- **TASK TO CARRY OUT**
Go through the records and copy each line where the word "function" occurs.

(Stored data entries)

"""

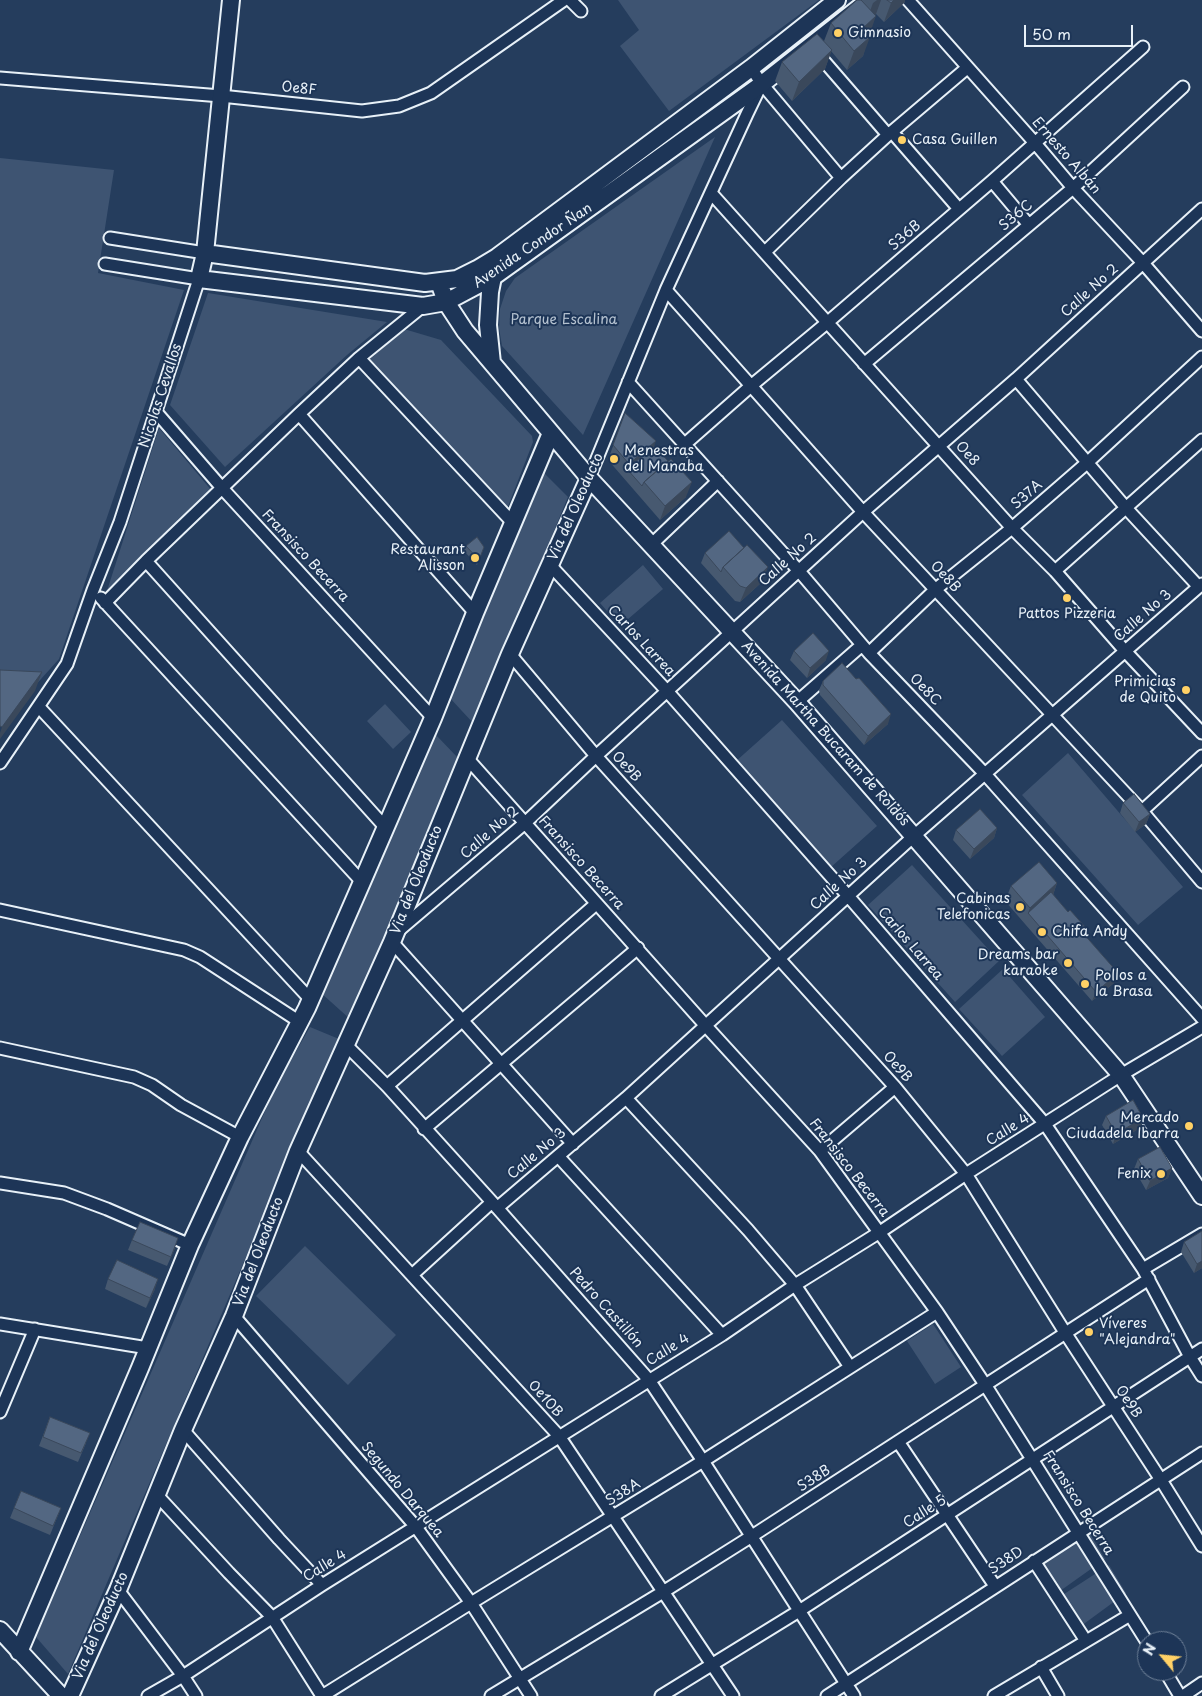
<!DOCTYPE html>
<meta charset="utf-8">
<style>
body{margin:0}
#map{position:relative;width:1202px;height:1696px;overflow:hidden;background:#253d5d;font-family:"Playpen Sans",sans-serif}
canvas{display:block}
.north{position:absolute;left:1137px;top:1631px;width:50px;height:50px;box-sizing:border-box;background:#1d3557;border:1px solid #6e8097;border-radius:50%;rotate:298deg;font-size:14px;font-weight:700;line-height:20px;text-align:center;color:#e8f1f8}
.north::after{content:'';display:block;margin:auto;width:18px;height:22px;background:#ffd166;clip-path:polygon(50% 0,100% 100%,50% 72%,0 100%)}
.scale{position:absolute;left:1024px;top:25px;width:109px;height:22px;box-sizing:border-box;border:2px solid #e8f1f8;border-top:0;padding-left:6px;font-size:15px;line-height:18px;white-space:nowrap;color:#e8f1f8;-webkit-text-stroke:4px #1d3557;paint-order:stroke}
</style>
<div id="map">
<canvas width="1202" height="1696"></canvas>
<div class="north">N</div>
<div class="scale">50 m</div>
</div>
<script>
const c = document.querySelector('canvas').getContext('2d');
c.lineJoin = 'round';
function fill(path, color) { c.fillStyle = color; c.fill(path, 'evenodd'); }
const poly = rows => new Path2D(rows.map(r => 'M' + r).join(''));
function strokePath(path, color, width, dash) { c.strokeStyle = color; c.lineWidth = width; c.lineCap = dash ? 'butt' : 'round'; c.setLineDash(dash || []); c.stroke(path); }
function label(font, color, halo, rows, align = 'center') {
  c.font = font + ' "Playpen Sans",sans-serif'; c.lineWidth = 4; c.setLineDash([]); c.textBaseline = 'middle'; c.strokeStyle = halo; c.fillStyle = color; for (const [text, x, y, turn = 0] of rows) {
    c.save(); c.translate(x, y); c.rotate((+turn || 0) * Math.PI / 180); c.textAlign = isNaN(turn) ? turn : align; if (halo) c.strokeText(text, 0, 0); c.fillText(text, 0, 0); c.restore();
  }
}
fill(poly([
 [618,0,819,0,669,111,620,46,639,30],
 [715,137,583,435,502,346,499,328,500,309,506,291,515,278],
 [0,158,114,170,98,273,184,290,59,659,32,689,0,686],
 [208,293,387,322,347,355,225,467,170,405],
 [404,329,441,340,532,436,533,442,507,509,369,360],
 [159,428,212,491,106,594],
 [543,472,568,497,474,724,449,697],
 [643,565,663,589,620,626,600,603],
 [385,704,411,732,393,749,367,721],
 [782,720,877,826,830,868,735,762],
 [436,735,459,759,350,1019,321,993],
 [1068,753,1183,887,1138,925,1022,795],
 [912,865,999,961,955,1002,868,905],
 [1003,969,1045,1017,1002,1056,959,1009],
 [310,1027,339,1039,68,1674,36,1637,276,1086],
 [305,1246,396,1335,348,1385,256,1296],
 [933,1324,961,1367,935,1384,907,1341],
 [1088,1530,1105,1559,1060,1591,1040,1561],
 [1109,1565,1126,1593,1081,1626,1061,1596]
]), '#3e5472');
const street = poly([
 [570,0,581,11],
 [908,0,1035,143,1073,188,1143,263,1202,331],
 [817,53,888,135],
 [751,68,762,84,841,178],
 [0,78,221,96,362,111,399,106,431,93,564,0],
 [892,132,959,209],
 [992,181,1029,225],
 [711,193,1012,528,1055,571,1125,651,1202,733],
 [110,238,205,253],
 [765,252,841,178,888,135,967,68],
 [666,290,863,512,1142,811,1202,882],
 [359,358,513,523],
 [864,364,1073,188,1183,87],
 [1016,379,1127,509,1199,587],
 [628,382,799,571,869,653,985,774,1202,1018],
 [157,413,222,488,433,718],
 [299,414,475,613],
 [685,444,752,385,828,322,992,181,1143,47],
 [589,478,666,290,747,114,760,87],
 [652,544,718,481],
 [146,561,385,827],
 [550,565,667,691,849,897,1045,1124,1143,1269,1190,1357,1202,1376],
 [1055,571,1202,440],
 [101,598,362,882],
 [105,603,146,561,299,414,359,358,423,306],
 [869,653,936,589,1012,528,1088,462,1202,357],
 [510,654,596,756,895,1087,966,1174,1066,1334,1161,1480,1202,1546],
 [797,702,862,645],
 [39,707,310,999],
 [467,758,706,1026,820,1151,937,1312,986,1386,1147,1642],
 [0,763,67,664,93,590,120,522,199,279,105,264],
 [1142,811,1202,756],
 [0,910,184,950,200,957,300,1022],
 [398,931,525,823,596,756,863,512,1016,379,1202,209],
 [392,942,573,1144],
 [346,1045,387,1086,492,1202,649,1380,703,1461,854,1696],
 [0,1048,134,1077,152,1085,181,1105,240,1137],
 [387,1086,596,904],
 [626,1098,748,1230,795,1285,850,1367],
 [424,1129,638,948],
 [298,1151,559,1436,733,1696],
 [820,1151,895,1087],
 [558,1156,722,1335],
 [0,1183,64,1193,107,1209,190,1245],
 [497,1208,626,1098,915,835,1202,584],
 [1143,1269,1202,1234],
 [412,1275,492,1202],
 [234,1316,416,1527,471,1603,531,1696],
 [0,1324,148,1348],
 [0,1412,35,1329],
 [183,1430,279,1539,322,1585],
 [899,1443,995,1586],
 [156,1494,229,1573,272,1617,322,1696],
 [1034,1561,1086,1641],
 [118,1590,183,1676,196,1696],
 [1041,1667,1058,1696],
 [1165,1671,1180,1696],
 [148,1696,183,1676,322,1585,722,1335,795,1285,880,1232,966,1174,1121,1075,1202,1027],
 [322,1696,471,1603,703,1461,937,1312],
 [491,1696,663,1592,752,1536,1149,1279],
 [661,1696,799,1611,1202,1349],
 [827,1696,1202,1453],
 [994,1696,1130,1615],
 [1183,1696,1202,1683]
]);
const secondary = poly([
 [231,0,205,253,199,279,423,306,446,302,493,277,762,84,869,0],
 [205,253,425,283,457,279,477,269,497,257,751,68,837,0],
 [439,282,446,302,465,331,547,428,589,478,797,702,1121,1075,1202,1196],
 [492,363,488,325,490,292,493,277],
 [0,1630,61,1696],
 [19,1652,140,1368,190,1245,240,1137,307,1008,362,882,433,718,475,613,551,433],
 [70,1696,118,1590,183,1430,234,1316,298,1151,392,942,510,654,589,478]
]);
strokePath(street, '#e8f1f8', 15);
strokePath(secondary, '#e8f1f8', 20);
strokePath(street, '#1d3557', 11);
strokePath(secondary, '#1d3557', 16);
fill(poly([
 [857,0,905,0,905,2,884,22,876,14,874,15,863,56,847,70,831,51,825,69,792,101,775,81,782,62,824,41,831,23],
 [625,413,654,446,686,497,660,520,608,460],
 [466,546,484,547,477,565,464,551],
 [705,553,762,582,740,602,735,601,701,563],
 [794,651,826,660,807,678,790,660],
 [856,679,888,724,864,745,820,695,819,690,823,681],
 [1123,803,1150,814,1146,824,1135,832,1120,813],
 [997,828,994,838,970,859,953,840,956,830],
 [1057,883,1053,895,1084,934,1114,983,1092,1001,1005,901,1011,886],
 [1106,1116,1143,1118,1140,1128,1113,1144,1102,1125],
 [1138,1159,1172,1168,1168,1178,1146,1190,1134,1169],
 [132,1240,175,1248,167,1266,128,1250],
 [1184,1242,1202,1268,1194,1273,1181,1252],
 [108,1279,155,1289,146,1308,105,1289],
 [50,1417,86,1443,78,1462,39,1446],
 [14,1508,61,1508,50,1535,10,1518]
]), '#475970');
fill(poly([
 [877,0,881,0,876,14,866,22,873,3],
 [894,0,905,0,905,2,884,22,891,3],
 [876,16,869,36,863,28],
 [870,37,863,56,847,70,854,51],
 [832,50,825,69,792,101,799,82],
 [656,441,651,455,627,469,629,464],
 [692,482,686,497,660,520,665,506],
 [768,567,762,582,740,602,746,588],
 [829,651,826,660,807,678,810,668],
 [42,672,35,691,0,739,0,733,2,727],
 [891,714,888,724,864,745,868,736],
 [1150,814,1146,824,1135,832,1139,822],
 [997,828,994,838,970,859,974,849],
 [1057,883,1052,898,1028,913,1030,908],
 [1118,973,1114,983,1092,1001,1096,992],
 [1143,1118,1140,1128,1113,1144,1116,1134],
 [1172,1168,1168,1178,1146,1190,1150,1181],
 [1202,1261,1202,1268,1194,1273,1197,1264],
 [158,1279,155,1289,146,1308,150,1298]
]), '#3a485b');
const building = poly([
 [857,0,861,0,876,16,863,28,870,37,854,51,831,23,857,0],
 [887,0,894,0,891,3,887,0],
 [817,34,832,50,799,82,782,62,817,34],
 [625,413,656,441,629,464,613,445,625,413],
 [654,446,668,461,644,482,642,486,627,469,654,446],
 [671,459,692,482,665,506,644,482,671,459],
 [729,531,744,548,723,567,721,572,705,553,729,531],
 [477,537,484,547,479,560,466,546,477,537],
 [747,545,768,567,746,588,740,586,723,567,747,545],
 [813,633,829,651,810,668,794,651,813,633],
 [842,663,856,679,859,678,891,714,868,736,823,685,823,681,842,663],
 [0,670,42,672,2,727,0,726,0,670],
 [1134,794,1150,814,1139,822,1123,803,1134,794],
 [980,809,997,828,974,849,956,830,980,809],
 [1039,862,1057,883,1030,908,1011,886,1039,862],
 [1051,892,1068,912,1070,910,1086,928,1082,932,1118,973,1096,992,1028,913,1051,892],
 [1133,1100,1143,1118,1116,1134,1106,1116,1133,1100],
 [1160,1147,1172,1168,1150,1181,1138,1159,1160,1147],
 [140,1222,178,1238,171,1257,132,1240,140,1222],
 [1202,1231,1202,1261,1197,1264,1184,1242,1202,1231],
 [117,1260,158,1279,150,1298,108,1279,117,1260],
 [50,1417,90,1433,81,1453,43,1437,50,1417],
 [21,1491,61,1508,53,1526,14,1508,21,1491]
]);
fill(building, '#536782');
strokePath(building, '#3a485b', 1);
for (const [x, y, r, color] of [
 [838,33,5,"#ffd166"],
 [902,140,5,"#ffd166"],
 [614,459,5,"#ffd166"],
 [475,558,5,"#ffd166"],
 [1067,598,5,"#ffd166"],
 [1186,690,5,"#ffd166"],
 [1020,907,5,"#ffd166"],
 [1042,932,5,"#ffd166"],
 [1068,963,5,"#ffd166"],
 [1085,984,5,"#ffd166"],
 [1189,1126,5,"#ffd166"],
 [1161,1174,5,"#ffd166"],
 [1089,1332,5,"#ffd166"]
]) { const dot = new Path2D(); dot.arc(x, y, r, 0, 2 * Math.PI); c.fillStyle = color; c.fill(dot); strokePath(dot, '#1d3557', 2); }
label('14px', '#e8f1f8', '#1d3557', [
 ["Gimnasio",848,33],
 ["Casa Guillen",912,140],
 ["Menestras",624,451],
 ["del Manaba",624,467],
 ["Restaurant",465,550,"right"],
 ["Alisson",465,566,"right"],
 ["Pattos Pizzeria",1067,614,"center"],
 ["Primicias",1176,682,"right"],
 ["de Quito",1176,698,"right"],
 ["Cabinas",1010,899,"right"],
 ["Telefonicas",1010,915,"right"],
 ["Chifa Andy",1052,932],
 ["Dreams bar",1058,955,"right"],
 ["karaoke",1058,971,"right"],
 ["Pollos a",1095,976],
 ["la Brasa",1095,992],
 ["Mercado",1179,1118,"right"],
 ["Ciudadela Ibarra",1179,1134,"right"],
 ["Fenix",1151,1174,"right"],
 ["Víveres",1099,1324],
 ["\"Alejandra\"",1099,1340]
], 'left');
label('14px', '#e8f1f8', '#1d3557', [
 ["Oe8F",299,89,6],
 ["Ernesto Albán",1066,156,49],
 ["S36C",1016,216,-40],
 ["S36B",905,236,-41],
 ["Avenida Condor Ñan",533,246,-34],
 ["Calle No 2",1090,291,-42],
 ["Nicolas Cevallos",161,396,-72],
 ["Oe8",967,454,48],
 ["S37A",1027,495,-41],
 ["Via del Oleoducto",576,507,-66],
 ["Fransisco Becerra",305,556,47],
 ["Calle No 2",788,560,-42],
 ["Oe8B",945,577,47],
 ["Calle No 3",1143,616,-41],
 ["Carlos Larrea",641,641,47],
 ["Oe8C",925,690,46],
 ["Avenida Martha Bucaram de Roldós",825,734,48],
 ["Oe9B",626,767,48],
 ["Calle No 2",490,833,-41],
 ["Fransisco Becerra",581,863,48],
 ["Via del Oleoducto",417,880,-68],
 ["Calle No 3",839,884,-42],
 ["Carlos Larrea",910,944,49],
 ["Oe9B",897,1067,49],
 ["Calle 4",1008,1130,-32],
 ["Calle No 3",537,1154,-40],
 ["Fransisco Becerra",849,1168,52],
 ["Via del Oleoducto",259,1252,-69],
 ["Pedro Castillón",606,1308,48],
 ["Calle 4",668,1350,-32],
 ["Oe10B",545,1399,48],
 ["Oe9B",1128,1402,57],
 ["S38B",814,1479,-33],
 ["Segundo Darquea",402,1490,50],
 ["S38A",623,1493,-32],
 ["Fransisco Becerra",1078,1503,58],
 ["Calle 5",925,1512,-33],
 ["S38D",1006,1561,-33],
 ["Calle 4",325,1566,-32],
 ["Via del Oleoducto",101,1626,-66]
]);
label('14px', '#b5c2d0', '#1d3557', [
 ["Parque Escalina",564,320]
]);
</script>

"""

- **EXERCISE RESULT**
function fill(path, color) { c.fillStyle = color; c.fill(path, 'evenodd'); }
function strokePath(path, color, width, dash) { c.strokeStyle = color; c.lineWidth = width; c.lineCap = dash ? 'butt' : 'round'; c.setLineDash(dash || []); c.stroke(path); }
function label(font, color, halo, rows, align = 'center') {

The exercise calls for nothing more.